Poza tym, współczuję, jednak może mąż może wziąć kilka dni wolnego żebyś odsapnęła?
 
U nas tak było 2 tyg temu, Bartuś przestał jesc zupełnie stale pokarmy, pił tylko z piersi a i to rzadko. Jeden dzień (a wlasciwie noc) miał temperaturę 38.7, strasznie marudny, no nie nasz Bartuś. Po tygodniu przeszlo. Wg pediatry to moglo byc zwiazane z pęcherzem (mocz najlepiej pobrać jak dziecko moczy i rączki i nóżki), z ząbkami lub lekka infekcja rotawirusowa. Dzieci zaszczepione potrafią to tak lagodnie przejść. Grunt, ze dziecko pije mleko.

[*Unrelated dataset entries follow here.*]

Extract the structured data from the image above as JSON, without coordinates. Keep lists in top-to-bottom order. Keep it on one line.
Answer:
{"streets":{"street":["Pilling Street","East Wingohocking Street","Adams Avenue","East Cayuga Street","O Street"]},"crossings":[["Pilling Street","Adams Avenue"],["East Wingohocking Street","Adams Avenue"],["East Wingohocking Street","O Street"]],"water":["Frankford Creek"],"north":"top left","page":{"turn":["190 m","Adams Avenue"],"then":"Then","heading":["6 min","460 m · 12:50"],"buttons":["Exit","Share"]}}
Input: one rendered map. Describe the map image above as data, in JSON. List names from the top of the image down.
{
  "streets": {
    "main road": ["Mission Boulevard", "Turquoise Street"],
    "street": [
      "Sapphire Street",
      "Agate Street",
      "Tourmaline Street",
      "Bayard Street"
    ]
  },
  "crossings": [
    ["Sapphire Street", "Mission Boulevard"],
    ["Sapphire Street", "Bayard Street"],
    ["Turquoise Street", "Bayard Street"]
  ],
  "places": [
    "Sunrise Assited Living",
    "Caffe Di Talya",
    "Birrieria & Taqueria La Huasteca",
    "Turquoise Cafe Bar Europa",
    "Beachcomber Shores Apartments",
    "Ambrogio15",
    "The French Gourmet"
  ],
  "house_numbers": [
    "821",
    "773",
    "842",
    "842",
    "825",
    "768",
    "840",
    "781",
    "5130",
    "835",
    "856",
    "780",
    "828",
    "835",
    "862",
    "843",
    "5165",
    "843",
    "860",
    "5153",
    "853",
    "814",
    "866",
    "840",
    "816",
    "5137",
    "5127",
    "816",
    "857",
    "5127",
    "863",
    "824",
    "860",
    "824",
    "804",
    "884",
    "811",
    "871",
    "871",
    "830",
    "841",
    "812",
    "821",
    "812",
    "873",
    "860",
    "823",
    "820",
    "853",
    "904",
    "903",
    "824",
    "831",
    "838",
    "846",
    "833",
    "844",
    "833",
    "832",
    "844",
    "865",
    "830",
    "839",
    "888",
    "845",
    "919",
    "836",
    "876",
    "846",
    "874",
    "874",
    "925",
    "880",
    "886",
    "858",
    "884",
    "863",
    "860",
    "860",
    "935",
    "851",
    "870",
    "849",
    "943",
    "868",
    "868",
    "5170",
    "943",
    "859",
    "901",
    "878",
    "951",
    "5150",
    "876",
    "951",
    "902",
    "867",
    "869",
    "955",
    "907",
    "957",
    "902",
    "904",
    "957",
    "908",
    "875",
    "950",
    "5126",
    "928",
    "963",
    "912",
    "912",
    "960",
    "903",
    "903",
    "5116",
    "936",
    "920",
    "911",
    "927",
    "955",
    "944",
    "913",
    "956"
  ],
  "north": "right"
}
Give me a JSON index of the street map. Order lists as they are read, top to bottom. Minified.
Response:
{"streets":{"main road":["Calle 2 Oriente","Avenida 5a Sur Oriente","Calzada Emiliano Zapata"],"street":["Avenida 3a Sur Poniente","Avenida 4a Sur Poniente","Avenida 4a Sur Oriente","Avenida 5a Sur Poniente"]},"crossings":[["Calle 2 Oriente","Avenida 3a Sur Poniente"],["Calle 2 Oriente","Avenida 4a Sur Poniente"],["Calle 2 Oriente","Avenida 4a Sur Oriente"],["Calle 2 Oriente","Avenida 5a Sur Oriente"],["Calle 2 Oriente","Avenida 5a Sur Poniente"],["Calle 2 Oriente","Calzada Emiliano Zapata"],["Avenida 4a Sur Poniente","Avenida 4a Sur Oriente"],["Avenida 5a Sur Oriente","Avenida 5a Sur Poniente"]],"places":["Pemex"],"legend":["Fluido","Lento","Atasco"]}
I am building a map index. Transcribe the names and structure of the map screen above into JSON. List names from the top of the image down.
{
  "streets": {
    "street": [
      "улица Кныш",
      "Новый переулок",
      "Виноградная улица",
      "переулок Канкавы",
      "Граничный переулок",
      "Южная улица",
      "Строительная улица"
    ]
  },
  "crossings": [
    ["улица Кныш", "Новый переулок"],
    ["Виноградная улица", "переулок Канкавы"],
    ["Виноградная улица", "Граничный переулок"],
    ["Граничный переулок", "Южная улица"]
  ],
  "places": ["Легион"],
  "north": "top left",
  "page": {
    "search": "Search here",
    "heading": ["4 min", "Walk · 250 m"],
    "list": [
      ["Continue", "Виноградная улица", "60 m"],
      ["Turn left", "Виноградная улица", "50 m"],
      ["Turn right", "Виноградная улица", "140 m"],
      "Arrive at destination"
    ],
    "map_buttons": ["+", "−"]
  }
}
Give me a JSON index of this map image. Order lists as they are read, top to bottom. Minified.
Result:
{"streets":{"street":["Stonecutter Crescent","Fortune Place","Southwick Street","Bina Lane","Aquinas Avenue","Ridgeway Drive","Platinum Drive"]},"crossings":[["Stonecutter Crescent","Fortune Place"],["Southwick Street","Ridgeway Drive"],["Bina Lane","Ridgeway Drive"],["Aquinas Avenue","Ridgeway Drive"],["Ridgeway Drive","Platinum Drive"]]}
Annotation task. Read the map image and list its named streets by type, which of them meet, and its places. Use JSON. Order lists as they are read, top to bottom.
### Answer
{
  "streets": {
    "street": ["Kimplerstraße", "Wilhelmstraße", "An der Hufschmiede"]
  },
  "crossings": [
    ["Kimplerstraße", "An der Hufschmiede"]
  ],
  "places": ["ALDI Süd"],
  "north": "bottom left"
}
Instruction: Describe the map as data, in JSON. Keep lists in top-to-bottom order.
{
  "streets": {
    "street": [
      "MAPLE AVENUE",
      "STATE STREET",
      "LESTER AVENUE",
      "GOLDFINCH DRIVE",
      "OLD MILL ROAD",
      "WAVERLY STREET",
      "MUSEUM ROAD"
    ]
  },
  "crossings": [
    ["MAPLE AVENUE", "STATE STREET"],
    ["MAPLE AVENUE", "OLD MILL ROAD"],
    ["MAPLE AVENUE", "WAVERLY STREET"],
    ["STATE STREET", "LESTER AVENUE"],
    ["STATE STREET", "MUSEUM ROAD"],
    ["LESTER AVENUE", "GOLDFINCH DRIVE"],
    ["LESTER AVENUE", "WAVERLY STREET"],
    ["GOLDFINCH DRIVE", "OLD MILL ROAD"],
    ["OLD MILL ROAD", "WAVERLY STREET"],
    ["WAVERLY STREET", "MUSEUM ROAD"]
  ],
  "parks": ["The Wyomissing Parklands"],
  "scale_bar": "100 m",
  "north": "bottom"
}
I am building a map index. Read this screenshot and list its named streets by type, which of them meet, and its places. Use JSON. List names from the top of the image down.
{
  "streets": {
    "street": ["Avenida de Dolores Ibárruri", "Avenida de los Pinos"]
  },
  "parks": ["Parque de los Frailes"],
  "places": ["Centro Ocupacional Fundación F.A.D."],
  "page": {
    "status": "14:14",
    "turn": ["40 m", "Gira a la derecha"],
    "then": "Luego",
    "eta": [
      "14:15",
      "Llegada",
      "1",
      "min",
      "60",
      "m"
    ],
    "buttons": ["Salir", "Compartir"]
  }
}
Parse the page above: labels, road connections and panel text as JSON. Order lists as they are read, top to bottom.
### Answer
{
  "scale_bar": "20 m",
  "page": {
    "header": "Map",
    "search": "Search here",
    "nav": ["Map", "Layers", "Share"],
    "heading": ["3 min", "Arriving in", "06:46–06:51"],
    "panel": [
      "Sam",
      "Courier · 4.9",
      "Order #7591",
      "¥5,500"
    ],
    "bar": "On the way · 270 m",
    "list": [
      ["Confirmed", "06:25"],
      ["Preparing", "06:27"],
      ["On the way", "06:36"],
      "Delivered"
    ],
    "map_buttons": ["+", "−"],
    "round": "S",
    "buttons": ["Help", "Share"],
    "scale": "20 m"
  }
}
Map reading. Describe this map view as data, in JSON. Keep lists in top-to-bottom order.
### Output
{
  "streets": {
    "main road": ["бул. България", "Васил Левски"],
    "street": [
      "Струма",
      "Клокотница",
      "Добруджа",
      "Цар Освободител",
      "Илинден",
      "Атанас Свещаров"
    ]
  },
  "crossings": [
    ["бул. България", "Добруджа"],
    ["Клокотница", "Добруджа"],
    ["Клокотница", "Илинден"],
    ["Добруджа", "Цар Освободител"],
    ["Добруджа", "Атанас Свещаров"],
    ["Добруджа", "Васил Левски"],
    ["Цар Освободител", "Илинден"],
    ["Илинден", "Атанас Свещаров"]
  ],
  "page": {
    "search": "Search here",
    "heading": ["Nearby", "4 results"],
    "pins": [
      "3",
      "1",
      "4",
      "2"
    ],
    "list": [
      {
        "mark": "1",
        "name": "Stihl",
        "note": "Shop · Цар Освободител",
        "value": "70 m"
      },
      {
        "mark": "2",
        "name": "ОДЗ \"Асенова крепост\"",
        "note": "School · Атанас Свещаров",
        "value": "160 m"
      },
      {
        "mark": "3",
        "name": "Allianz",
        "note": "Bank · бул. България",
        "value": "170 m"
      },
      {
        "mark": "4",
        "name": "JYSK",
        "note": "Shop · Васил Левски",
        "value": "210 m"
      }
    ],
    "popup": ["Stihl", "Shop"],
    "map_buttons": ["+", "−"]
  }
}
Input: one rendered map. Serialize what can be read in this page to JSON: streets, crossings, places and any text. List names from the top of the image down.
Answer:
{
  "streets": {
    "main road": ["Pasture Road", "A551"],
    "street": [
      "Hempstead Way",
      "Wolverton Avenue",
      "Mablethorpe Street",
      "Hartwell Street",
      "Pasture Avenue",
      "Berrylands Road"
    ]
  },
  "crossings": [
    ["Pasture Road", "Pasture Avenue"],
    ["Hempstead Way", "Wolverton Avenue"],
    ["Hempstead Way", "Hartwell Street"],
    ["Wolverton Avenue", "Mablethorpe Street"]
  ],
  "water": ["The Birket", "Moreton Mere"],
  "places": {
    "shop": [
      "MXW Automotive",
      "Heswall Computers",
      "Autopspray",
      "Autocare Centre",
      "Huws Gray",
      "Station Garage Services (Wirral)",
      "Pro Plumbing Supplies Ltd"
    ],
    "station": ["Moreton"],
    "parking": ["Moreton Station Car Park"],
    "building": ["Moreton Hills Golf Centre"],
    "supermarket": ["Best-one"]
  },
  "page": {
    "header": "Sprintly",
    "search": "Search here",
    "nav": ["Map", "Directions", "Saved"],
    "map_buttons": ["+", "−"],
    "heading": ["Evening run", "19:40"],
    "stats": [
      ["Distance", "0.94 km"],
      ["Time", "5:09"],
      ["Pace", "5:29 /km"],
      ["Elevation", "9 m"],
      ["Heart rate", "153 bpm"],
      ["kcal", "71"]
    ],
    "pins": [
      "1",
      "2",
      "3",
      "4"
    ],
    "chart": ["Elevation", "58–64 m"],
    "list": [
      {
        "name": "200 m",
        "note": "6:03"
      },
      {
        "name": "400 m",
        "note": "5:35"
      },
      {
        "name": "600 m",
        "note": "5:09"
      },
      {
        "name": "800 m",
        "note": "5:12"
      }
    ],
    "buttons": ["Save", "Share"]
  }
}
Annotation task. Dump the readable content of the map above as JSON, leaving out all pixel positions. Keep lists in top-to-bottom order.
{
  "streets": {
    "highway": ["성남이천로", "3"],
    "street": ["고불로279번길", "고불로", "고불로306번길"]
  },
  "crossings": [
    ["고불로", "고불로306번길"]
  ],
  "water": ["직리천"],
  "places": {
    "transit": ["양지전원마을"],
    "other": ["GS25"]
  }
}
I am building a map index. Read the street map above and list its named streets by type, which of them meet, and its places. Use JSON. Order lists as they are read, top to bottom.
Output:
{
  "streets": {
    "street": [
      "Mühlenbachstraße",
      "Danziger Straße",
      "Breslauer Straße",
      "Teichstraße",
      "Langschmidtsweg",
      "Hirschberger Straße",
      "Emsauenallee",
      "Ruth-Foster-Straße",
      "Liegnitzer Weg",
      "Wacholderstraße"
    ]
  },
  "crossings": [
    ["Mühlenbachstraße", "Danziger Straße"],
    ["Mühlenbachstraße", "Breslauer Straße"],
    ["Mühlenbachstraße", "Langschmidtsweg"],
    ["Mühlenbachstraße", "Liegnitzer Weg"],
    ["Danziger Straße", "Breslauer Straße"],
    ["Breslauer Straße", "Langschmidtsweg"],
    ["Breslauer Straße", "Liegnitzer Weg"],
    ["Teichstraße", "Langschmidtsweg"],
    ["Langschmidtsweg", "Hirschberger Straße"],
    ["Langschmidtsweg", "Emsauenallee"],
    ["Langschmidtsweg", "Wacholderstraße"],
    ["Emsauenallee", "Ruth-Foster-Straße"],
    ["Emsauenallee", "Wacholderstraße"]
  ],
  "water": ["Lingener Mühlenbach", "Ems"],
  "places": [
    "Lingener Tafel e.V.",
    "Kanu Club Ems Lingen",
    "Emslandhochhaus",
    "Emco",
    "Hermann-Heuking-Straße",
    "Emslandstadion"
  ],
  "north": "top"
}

Moja to juz i mleka noe chce.Jak zjadla wczoraj przed snem ok.19 to do tej pory-a mamy 9.11 zjadla raptem 50ml.Masakra
 
reklama
Moja to juz i mleka noe chce.Jak zjadla wczoraj przed snem ok.19 to do tej pory-a mamy 9.11 zjadla raptem 50ml.Masakra

A pije wodę z bidonu?
Jak nie to szukaj pediatry albo jedzcie na pomoc nocną/świąteczną, tam w weekendy zawsze ktoś jest i musi musi przyjąć. Zazwyczaj tam jest internista, natomiast u nas taka pomoc jest przy szpitalu wiec do niemowląt wołają zawsze pediatre.